- WORK ORDER: Collect each line of the records containing the string "setLineDash".

(DATA EXTRACT)

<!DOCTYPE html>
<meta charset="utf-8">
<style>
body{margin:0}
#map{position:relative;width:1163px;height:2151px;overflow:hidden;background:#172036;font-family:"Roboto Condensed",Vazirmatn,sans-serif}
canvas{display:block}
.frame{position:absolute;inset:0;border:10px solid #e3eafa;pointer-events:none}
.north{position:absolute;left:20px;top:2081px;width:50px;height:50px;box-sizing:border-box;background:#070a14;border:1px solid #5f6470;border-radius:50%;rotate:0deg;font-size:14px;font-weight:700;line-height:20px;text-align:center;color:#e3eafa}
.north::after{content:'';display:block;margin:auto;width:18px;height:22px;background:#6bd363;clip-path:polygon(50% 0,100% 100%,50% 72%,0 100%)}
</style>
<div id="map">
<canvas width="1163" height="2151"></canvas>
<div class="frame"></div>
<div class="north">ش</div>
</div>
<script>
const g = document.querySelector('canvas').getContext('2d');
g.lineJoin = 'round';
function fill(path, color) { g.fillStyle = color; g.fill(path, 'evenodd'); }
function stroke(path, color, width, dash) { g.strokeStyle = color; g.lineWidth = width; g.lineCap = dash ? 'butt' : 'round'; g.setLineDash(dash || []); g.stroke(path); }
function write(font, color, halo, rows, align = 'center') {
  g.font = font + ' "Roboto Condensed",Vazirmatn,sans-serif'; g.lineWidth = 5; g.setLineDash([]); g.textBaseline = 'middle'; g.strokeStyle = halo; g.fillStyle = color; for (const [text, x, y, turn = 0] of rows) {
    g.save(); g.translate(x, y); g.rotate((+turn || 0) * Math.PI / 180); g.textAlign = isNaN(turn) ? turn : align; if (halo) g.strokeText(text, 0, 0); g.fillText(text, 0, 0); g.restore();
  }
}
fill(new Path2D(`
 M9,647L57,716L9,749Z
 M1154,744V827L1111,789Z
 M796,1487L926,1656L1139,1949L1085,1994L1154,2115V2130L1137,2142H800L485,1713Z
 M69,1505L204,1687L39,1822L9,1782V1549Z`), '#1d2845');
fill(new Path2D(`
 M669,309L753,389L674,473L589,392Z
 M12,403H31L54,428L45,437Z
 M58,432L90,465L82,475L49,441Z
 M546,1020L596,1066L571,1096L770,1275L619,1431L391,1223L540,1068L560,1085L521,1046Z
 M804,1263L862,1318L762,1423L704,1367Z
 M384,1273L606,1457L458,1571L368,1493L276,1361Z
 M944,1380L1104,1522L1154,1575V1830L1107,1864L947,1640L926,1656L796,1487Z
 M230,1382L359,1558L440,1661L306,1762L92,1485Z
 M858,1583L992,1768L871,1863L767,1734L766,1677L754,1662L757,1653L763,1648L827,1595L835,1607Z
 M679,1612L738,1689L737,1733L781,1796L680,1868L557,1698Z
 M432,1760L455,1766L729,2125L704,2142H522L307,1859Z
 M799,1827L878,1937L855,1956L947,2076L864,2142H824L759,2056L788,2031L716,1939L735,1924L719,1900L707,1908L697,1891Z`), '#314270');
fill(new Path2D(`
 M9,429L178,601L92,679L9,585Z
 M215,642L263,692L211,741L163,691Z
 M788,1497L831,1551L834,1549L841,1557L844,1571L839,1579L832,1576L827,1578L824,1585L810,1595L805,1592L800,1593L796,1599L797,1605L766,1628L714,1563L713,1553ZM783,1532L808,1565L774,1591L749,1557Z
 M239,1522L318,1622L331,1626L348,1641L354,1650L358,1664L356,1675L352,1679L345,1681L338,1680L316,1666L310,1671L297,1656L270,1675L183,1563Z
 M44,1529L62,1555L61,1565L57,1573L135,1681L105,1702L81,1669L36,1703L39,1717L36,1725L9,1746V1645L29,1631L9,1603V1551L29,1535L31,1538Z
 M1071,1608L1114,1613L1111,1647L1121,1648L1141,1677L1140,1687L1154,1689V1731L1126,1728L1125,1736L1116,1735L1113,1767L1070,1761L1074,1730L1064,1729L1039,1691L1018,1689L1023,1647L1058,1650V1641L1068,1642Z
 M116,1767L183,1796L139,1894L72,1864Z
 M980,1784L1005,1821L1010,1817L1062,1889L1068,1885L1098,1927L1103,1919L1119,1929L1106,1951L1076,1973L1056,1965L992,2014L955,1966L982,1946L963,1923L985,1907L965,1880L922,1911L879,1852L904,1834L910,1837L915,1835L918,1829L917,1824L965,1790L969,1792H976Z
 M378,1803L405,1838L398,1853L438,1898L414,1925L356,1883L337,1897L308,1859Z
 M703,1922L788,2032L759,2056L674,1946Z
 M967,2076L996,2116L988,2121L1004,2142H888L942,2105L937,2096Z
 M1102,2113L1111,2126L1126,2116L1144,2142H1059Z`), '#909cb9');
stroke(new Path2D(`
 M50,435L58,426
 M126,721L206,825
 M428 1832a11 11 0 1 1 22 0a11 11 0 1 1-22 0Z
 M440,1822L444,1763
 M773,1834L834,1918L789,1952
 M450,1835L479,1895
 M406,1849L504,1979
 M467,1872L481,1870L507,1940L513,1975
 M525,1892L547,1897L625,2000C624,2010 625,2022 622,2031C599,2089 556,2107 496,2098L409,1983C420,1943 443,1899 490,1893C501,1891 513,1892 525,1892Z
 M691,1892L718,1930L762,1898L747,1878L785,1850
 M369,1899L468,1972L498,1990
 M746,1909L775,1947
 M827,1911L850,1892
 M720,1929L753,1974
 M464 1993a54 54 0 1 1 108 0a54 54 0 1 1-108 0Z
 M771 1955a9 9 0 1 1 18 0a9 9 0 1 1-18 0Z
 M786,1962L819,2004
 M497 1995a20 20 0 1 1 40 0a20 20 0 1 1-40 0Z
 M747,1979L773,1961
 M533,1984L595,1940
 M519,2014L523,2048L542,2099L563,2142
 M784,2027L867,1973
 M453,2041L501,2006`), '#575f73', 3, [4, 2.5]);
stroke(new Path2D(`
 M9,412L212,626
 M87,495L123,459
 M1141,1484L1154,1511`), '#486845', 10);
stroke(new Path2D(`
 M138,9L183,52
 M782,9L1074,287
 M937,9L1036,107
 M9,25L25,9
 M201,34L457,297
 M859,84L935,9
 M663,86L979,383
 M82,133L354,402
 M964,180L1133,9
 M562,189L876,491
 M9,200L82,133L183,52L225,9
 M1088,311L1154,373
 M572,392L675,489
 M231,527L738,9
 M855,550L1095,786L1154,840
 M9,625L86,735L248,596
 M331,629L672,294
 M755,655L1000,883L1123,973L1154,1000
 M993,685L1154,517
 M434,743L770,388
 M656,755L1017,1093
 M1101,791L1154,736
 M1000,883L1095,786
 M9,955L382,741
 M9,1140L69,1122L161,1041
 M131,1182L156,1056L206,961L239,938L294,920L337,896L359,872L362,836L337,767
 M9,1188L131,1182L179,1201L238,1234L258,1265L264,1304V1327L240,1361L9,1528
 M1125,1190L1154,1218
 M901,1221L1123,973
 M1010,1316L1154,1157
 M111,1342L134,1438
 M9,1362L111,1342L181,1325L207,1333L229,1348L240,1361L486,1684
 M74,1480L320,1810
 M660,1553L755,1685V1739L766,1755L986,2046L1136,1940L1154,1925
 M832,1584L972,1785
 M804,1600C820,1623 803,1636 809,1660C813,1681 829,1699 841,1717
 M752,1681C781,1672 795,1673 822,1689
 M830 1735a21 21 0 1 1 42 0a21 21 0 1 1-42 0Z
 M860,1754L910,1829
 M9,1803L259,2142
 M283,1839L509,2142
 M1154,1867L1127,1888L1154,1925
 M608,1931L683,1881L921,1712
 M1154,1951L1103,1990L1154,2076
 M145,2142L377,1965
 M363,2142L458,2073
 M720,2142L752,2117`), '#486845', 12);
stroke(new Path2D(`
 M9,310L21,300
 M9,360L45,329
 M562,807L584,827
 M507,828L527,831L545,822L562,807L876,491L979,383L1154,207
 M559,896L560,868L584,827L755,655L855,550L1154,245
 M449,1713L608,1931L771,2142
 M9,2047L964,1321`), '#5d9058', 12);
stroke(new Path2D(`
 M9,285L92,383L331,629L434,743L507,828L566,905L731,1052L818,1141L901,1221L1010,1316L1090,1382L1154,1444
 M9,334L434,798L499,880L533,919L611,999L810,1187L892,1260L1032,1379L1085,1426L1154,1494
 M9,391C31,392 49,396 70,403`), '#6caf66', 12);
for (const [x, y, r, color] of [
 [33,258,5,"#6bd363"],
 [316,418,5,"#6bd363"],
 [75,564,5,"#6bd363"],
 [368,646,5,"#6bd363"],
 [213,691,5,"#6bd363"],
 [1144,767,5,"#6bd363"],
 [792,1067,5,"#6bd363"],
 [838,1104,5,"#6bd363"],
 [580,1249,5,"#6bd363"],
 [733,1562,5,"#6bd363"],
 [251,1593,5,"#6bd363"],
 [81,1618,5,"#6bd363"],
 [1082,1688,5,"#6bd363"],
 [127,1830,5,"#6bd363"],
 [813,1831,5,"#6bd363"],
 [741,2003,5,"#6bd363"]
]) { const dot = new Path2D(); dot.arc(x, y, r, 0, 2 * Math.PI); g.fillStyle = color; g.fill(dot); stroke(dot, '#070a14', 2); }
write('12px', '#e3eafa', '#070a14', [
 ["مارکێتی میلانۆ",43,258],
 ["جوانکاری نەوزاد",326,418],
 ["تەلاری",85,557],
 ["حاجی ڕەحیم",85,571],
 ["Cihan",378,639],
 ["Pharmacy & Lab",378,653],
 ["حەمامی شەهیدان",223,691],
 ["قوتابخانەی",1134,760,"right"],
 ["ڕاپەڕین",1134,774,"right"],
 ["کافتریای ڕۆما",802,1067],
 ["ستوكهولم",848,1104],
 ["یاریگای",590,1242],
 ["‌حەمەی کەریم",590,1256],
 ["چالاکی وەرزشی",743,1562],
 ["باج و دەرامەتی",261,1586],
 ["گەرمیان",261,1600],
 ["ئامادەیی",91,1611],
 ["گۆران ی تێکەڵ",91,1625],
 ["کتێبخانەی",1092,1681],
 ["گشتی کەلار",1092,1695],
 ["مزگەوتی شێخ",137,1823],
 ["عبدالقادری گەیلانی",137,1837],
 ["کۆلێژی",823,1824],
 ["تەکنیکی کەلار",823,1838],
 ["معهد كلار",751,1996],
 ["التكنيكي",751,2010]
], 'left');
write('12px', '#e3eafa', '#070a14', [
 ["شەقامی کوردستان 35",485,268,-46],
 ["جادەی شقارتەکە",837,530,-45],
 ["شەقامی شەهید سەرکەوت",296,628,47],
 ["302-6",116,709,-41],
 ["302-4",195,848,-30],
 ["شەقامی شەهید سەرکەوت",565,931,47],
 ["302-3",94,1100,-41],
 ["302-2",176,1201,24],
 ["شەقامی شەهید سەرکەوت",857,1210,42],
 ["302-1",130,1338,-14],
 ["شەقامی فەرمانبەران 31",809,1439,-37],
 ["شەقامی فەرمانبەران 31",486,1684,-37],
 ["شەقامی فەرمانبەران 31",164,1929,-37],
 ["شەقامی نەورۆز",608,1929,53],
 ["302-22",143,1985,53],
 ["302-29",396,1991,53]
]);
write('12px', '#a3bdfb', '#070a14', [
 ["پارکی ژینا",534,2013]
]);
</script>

(End DATA EXTRACT)

- ANSWER SECTION:
function stroke(path, color, width, dash) { g.strokeStyle = color; g.lineWidth = width; g.lineCap = dash ? 'butt' : 'round'; g.setLineDash(dash || []); g.stroke(path); }
  g.font = font + ' "Roboto Condensed",Vazirmatn,sans-serif'; g.lineWidth = 5; g.setLineDash([]); g.textBaseline = 'middle'; g.strokeStyle = halo; g.fillStyle = color; for (const [text, x, y, turn = 0] of rows) {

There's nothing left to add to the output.